The results are again mixed in a useful way. lance-graph is competitive across much of the suite, and it’s particularly strong on some of the larger outlier queries: q20 and q30 are the most obvious examples. But it’s not uniformly the fastest or slowest system. Some queries still favor Kuzu/Ladybug, and a few favor Neo4j, which suggests there’s plenty of room in lance-graph for future improvements in performance across a wider range of query shapes, potentially with custom optimizers.

The takeaway is the same as before, just with more confidence: lance-graph is already serious enough to compare against dedicated graph systems on a standard benchmark workload, while keeping the architecture much more composable. It’s not claiming to be the fastest graph query processor. It’s showing that a Cypher frontend, DataFusion execution, and Lance storage can form a credible graph engine without requiring users to pay for and maintain a separate graph database stack.

Towards multimodal knowledge graphs (MMKG)#

Building the graph layer on top of Lance also expands what a graph can represent. Traditional graph databases are good at entities and relationships, but modern AI applications also lean on images, video, audio, and embeddings. With Lance underneath, those payloads ride on the same node tables the graph layer queries: they’re just additional columns in Lance tables.

Consider a multimodal knowledge graph of recipes. The Recipe node table in Lance format carries structured fields like title and description alongside an image column of raw JPEG bytes and an image_embedding column (a 512-dim CLIP vector). The multimodal payload sits directly on the entity it belongs to.

Co-locating embeddings and raw bytes with metadata in Lance

MATCH (r:Recipe)-[:USES_INGREDIENT]->(i:Ingredient)
WHERE i.name CONTAINS 'chicken'
RETURN r.title, r.image_bytes
LIMIT 10

Cypher handles the graph-shaped work: traversing relationships, filtering on structured properties, and projecting the requested columns. Because the underlying tables are Arrow, RETURN can hand back binary blobs and vectors directly. r.image_bytes comes through as a Python bytes object (raw JPEG, ready to render), and r.image_embedding as a list of floats.
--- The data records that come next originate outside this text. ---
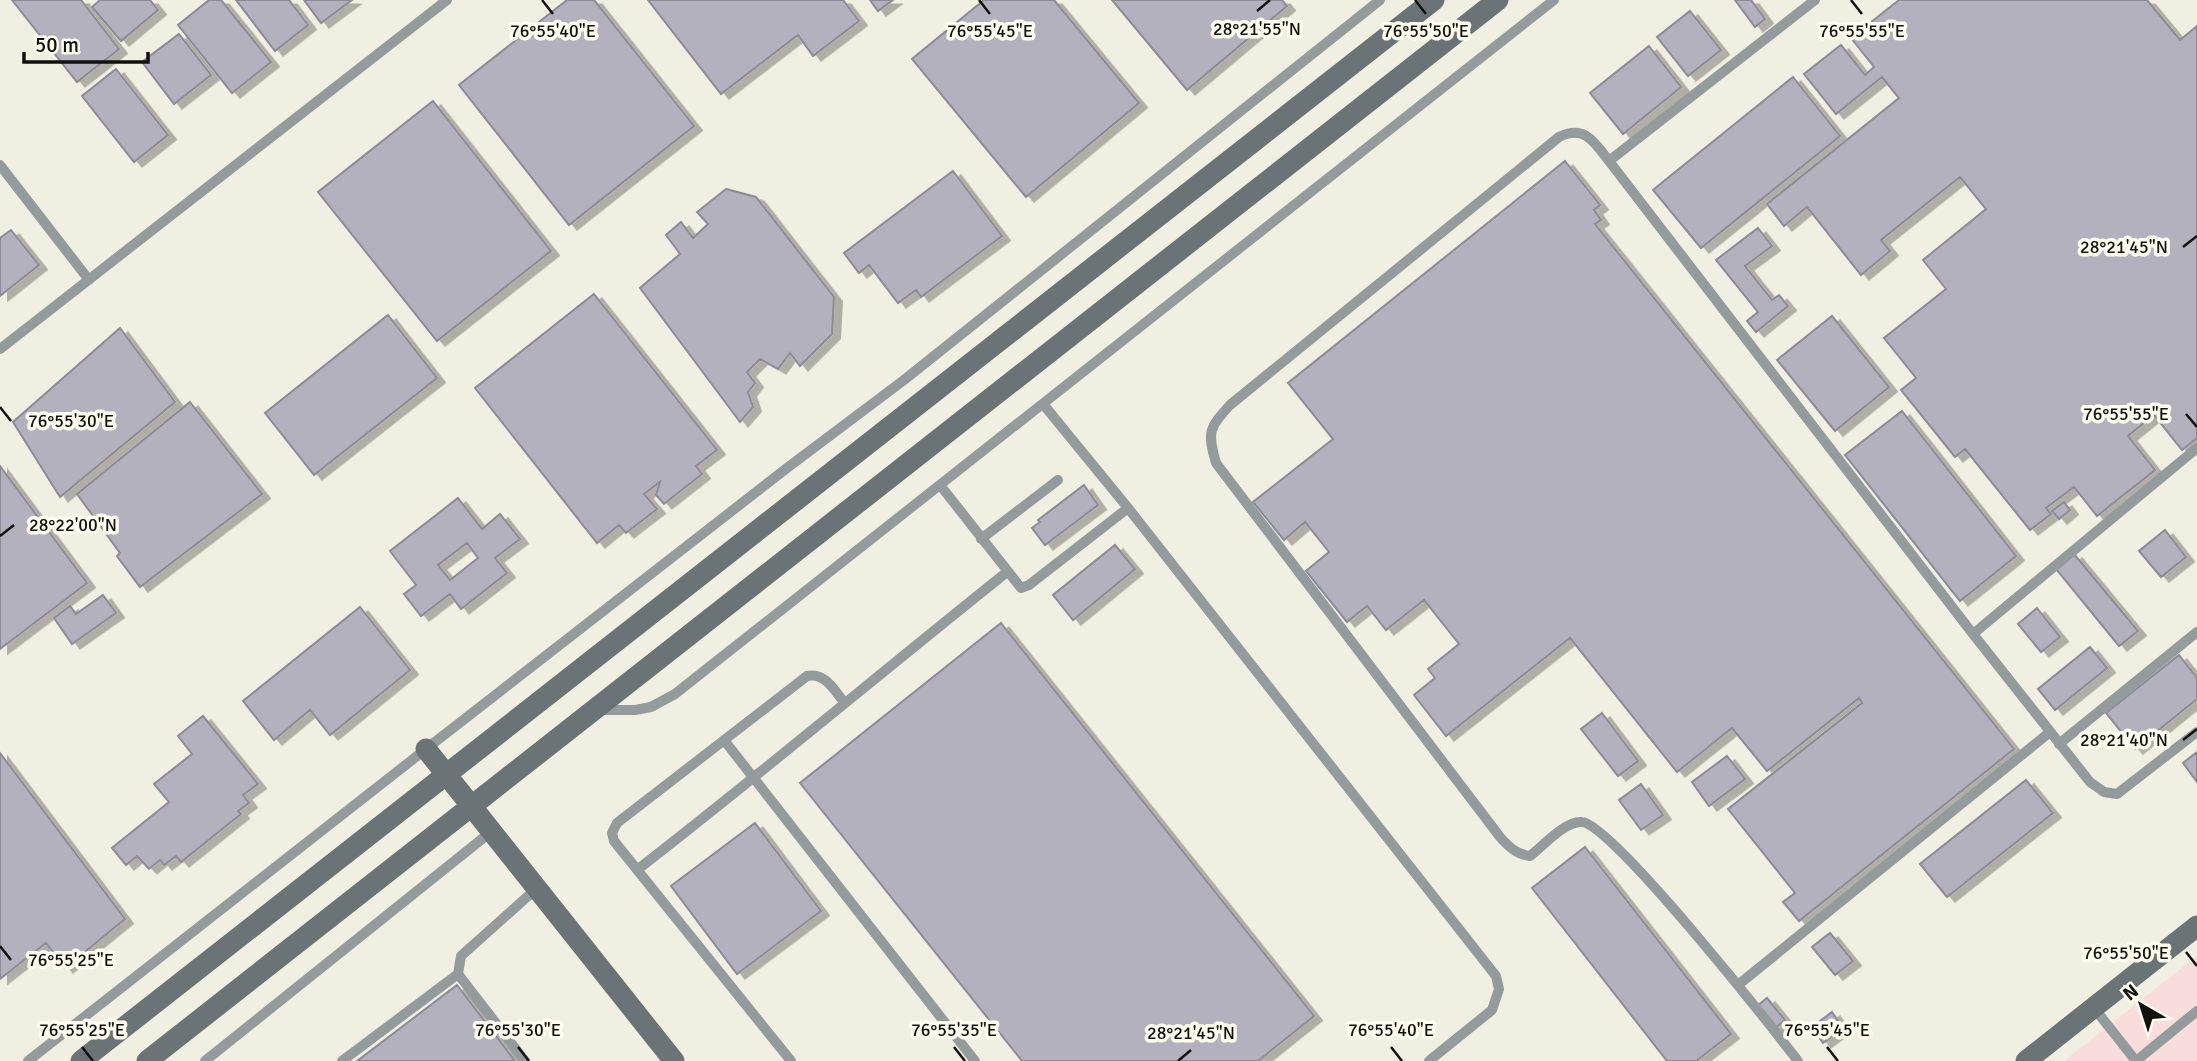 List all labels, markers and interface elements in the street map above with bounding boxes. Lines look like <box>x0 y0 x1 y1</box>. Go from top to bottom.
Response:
text: 28°21'55"N <box>1213 18 1301 40</box>
text: 76°55'40"E <box>510 20 596 42</box>
text: 76°55'45"E <box>947 20 1033 42</box>
text: 76°55'50"E <box>1383 20 1469 42</box>
text: 76°55'55"E <box>1819 20 1905 42</box>
scale bar <box>24 21 149 65</box>
text: 50 m <box>35 32 79 58</box>
text: 28°21'45"N <box>2080 236 2168 258</box>
text: 76°55'55"E <box>2083 403 2169 425</box>
text: 76°55'30"E <box>28 410 114 432</box>
text: 28°22'00"N <box>29 514 117 536</box>
text: 28°21'40"N <box>2080 729 2168 751</box>
text: 76°55'50"E <box>2083 942 2169 964</box>
text: 76°55'25"E <box>28 949 114 971</box>
north arrow <box>2106 970 2176 1040</box>
text: N <box>2118 979 2144 1006</box>
text: 76°55'25"E <box>39 1019 125 1041</box>
text: 76°55'30"E <box>475 1019 561 1041</box>
text: 76°55'35"E <box>911 1019 997 1041</box>
text: 76°55'40"E <box>1348 1019 1434 1041</box>
text: 76°55'45"E <box>1784 1019 1870 1041</box>
text: 28°21'45"N <box>1147 1022 1235 1044</box> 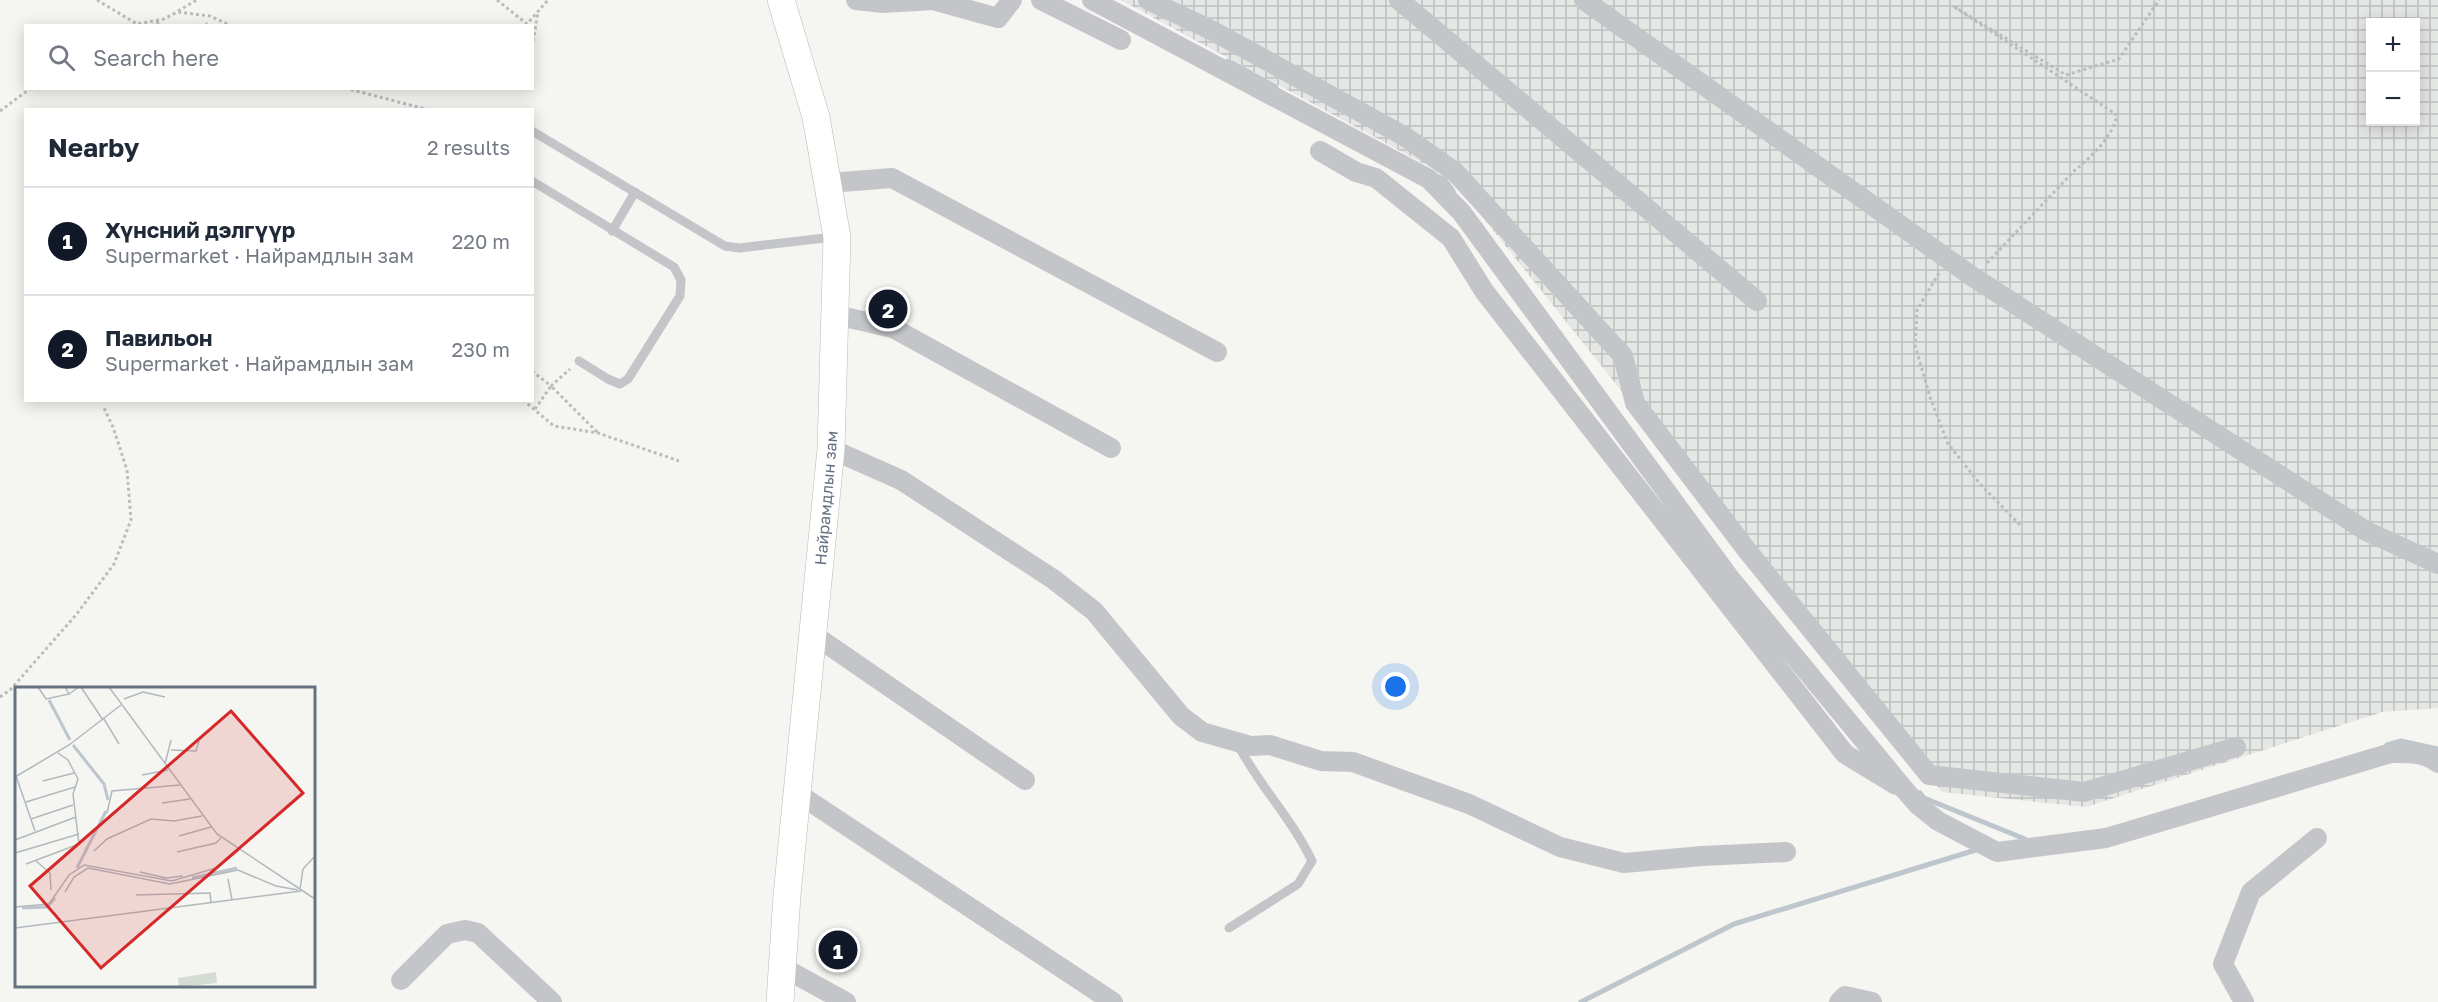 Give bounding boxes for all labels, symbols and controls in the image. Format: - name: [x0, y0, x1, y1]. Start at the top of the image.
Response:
- map controls: [2366, 18, 2420, 126]
- button: +: [2366, 18, 2420, 72]
- search box: [24, 24, 534, 90]
- icon: search: [45, 41, 78, 74]
- text: Search here: [93, 44, 219, 71]
- button: −: [2366, 72, 2420, 126]
- text: Nearby: [48, 132, 139, 163]
- text: 2 results: [427, 135, 510, 159]
- text: Хүнсний дэлгүүр: [105, 216, 295, 243]
- text: 1: [62, 229, 73, 253]
- text: 220 m: [452, 229, 510, 253]
- text: Supermarket · Найрамдлын зам: [105, 243, 414, 267]
- pin: 2: [868, 286, 908, 332]
- text: Павильон: [105, 324, 213, 351]
- text: 2: [61, 337, 74, 361]
- text: 230 m: [452, 337, 510, 361]
- text: Supermarket · Найрамдлын зам: [105, 351, 414, 375]
- street label: Найрамдлын зам: [810, 430, 842, 566]
- your location: [1381, 672, 1410, 701]
- inset map: [15, 687, 315, 987]
- pin: 1: [818, 928, 858, 972]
There’s no second hop to an object store; the bytes already live in the same Lance table the graph just queried, riding back through the result set with the rest of the projection.

For vector search, lance-graph treats it as a complementary step rather than another Cypher clause. The typical pattern is two-stage: use Cypher to traverse the graph and narrow down to a candidate set, then rank that set with a separate VectorSearch call against an embedding column backed by a Lance ANN index. The VISUALLY_SIMILAR edges in the example above were themselves built this way at ingest time, by running top-k cosine search over image_embedding.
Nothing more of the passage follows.